Goal of the exercise >> The lines to return are the one containing "Quick job: Parse this" and all that follow it in the entries below, duplicated exactly and nothing else.

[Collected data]
════════════════

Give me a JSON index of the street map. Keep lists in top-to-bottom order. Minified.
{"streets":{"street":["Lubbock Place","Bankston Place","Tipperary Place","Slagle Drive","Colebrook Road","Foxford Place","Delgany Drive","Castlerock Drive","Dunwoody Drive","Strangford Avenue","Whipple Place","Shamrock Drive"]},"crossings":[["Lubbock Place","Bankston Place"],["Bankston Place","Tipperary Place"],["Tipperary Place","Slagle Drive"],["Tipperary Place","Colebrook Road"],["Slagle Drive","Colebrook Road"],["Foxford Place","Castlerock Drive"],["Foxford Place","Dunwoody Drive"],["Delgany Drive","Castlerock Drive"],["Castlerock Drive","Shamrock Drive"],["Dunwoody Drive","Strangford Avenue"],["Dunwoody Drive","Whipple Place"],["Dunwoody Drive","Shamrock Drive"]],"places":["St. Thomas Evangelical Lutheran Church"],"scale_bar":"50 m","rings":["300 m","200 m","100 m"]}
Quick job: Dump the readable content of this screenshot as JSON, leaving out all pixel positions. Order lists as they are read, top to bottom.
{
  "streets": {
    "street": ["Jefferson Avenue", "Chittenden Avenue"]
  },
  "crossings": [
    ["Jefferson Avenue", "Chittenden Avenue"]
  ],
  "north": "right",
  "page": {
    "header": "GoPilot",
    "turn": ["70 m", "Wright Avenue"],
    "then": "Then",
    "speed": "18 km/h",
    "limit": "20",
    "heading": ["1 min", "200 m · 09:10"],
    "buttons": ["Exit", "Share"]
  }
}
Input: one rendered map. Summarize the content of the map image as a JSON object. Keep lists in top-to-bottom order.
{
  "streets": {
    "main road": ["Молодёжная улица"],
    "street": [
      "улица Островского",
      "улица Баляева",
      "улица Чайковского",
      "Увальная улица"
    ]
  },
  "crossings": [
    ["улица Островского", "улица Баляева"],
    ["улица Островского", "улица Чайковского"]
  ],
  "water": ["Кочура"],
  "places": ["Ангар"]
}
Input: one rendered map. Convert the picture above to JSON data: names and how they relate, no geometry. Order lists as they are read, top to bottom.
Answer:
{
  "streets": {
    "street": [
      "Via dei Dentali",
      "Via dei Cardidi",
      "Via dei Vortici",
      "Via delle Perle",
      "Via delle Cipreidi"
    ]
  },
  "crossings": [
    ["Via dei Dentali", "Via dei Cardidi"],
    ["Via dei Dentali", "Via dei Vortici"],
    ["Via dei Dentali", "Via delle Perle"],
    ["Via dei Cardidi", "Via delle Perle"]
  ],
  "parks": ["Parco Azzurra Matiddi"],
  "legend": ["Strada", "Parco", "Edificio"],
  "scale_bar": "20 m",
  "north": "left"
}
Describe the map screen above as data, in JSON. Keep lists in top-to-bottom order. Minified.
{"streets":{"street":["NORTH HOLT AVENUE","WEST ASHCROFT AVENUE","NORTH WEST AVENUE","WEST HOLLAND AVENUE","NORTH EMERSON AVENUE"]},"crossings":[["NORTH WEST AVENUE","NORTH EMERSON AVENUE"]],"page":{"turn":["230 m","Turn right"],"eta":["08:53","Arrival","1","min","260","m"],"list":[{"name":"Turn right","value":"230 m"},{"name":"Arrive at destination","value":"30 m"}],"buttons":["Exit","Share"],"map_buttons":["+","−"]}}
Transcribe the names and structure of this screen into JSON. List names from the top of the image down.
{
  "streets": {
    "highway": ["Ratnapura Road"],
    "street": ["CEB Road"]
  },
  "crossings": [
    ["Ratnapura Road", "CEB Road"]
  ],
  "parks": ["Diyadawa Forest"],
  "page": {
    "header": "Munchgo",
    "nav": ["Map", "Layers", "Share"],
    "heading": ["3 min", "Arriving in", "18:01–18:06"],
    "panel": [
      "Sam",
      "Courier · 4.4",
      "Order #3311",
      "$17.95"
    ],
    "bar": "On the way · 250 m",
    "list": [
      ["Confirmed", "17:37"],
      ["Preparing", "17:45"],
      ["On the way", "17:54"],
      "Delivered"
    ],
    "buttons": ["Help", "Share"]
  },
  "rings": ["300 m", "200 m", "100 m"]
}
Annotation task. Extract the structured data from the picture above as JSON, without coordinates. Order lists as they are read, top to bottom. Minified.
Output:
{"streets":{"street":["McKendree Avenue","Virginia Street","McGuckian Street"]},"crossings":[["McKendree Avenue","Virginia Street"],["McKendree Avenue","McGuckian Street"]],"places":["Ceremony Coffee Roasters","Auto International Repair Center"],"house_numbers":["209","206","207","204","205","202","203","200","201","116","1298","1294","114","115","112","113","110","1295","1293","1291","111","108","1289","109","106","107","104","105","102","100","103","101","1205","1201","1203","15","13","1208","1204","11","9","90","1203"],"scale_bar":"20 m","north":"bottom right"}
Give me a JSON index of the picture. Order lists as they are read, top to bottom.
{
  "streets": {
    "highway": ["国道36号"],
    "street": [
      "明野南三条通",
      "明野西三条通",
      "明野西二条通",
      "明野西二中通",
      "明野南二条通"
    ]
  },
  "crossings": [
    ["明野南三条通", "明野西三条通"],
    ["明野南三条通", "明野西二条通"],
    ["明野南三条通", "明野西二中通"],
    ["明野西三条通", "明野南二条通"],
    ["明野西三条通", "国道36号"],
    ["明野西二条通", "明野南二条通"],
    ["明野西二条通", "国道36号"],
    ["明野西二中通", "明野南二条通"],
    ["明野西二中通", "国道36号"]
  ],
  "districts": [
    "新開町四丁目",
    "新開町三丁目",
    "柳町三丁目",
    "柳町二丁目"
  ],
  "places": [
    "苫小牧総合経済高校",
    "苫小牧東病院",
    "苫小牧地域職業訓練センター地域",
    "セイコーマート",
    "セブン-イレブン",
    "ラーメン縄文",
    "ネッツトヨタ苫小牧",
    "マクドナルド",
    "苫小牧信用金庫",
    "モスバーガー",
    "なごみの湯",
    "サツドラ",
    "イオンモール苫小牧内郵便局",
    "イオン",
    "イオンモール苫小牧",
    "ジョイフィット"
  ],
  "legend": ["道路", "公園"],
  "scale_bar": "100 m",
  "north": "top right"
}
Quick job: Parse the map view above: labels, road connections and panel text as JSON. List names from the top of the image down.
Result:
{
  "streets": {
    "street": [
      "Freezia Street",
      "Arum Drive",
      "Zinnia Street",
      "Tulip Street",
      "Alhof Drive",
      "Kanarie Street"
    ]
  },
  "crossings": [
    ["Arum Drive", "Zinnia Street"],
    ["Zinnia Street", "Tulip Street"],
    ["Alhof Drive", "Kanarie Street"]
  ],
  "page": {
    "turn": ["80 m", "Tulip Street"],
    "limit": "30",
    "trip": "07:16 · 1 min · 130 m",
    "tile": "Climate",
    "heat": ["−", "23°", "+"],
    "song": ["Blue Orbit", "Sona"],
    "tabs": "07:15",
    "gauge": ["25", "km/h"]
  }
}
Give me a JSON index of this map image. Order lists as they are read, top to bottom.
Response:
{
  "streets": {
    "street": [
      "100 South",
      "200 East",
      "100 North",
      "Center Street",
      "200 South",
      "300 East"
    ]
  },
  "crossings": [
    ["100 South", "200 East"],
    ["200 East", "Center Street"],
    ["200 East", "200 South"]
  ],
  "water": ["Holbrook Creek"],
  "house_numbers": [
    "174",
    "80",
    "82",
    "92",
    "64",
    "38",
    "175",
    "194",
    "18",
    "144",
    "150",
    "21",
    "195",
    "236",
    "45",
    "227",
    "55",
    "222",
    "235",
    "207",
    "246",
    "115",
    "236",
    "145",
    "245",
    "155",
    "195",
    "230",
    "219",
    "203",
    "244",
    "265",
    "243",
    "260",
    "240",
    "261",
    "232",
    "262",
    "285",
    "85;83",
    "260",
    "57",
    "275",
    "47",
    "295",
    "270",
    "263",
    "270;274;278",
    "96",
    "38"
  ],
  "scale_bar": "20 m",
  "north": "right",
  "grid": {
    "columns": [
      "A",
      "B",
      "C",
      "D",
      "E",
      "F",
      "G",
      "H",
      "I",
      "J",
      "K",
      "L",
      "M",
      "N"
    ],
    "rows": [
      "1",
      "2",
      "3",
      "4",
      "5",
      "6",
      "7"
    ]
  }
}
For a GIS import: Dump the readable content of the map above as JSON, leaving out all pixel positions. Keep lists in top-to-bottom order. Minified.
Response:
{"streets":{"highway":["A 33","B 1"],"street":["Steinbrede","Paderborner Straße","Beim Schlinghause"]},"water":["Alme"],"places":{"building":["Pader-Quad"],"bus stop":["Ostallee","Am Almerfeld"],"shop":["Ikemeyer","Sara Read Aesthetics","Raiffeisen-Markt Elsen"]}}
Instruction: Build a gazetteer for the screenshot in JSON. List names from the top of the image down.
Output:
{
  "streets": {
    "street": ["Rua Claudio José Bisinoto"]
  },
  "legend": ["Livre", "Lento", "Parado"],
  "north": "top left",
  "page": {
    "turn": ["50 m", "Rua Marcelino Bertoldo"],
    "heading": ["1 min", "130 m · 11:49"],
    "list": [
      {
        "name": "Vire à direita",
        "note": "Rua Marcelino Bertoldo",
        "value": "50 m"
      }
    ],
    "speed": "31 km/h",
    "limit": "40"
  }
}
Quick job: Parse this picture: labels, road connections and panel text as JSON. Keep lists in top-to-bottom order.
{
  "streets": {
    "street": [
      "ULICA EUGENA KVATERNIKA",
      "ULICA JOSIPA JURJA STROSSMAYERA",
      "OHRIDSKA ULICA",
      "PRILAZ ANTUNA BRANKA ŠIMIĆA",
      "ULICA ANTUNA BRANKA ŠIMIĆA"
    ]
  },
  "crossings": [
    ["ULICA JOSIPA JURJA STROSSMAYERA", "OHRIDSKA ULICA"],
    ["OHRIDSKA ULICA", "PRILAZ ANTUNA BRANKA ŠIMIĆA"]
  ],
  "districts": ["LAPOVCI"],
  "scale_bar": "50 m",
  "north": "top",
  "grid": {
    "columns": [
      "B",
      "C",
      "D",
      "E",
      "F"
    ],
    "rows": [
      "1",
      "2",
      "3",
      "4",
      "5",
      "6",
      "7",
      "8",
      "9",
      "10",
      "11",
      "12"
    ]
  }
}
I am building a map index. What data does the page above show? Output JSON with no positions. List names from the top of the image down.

════════════════

Written response >>
Quick job: Parse this picture: labels, road connections and panel text as JSON. Keep lists in top-to-bottom order.
{
  "streets": {
    "street": [
      "ULICA EUGENA KVATERNIKA",
      "ULICA JOSIPA JURJA STROSSMAYERA",
      "OHRIDSKA ULICA",
      "PRILAZ ANTUNA BRANKA ŠIMIĆA",
      "ULICA ANTUNA BRANKA ŠIMIĆA"
    ]
  },
  "crossings": [
    ["ULICA JOSIPA JURJA STROSSMAYERA", "OHRIDSKA ULICA"],
    ["OHRIDSKA ULICA", "PRILAZ ANTUNA BRANKA ŠIMIĆA"]
  ],
  "districts": ["LAPOVCI"],
  "scale_bar": "50 m",
  "north": "top",
  "grid": {
    "columns": [
      "B",
      "C",
      "D",
      "E",
      "F"
    ],
    "rows": [
      "1",
      "2",
      "3",
      "4",
      "5",
      "6",
      "7",
      "8",
      "9",
      "10",
      "11",
      "12"
    ]
  }
}
I am building a map index. What data does the page above show? Output JSON with no positions. List names from the top of the image down.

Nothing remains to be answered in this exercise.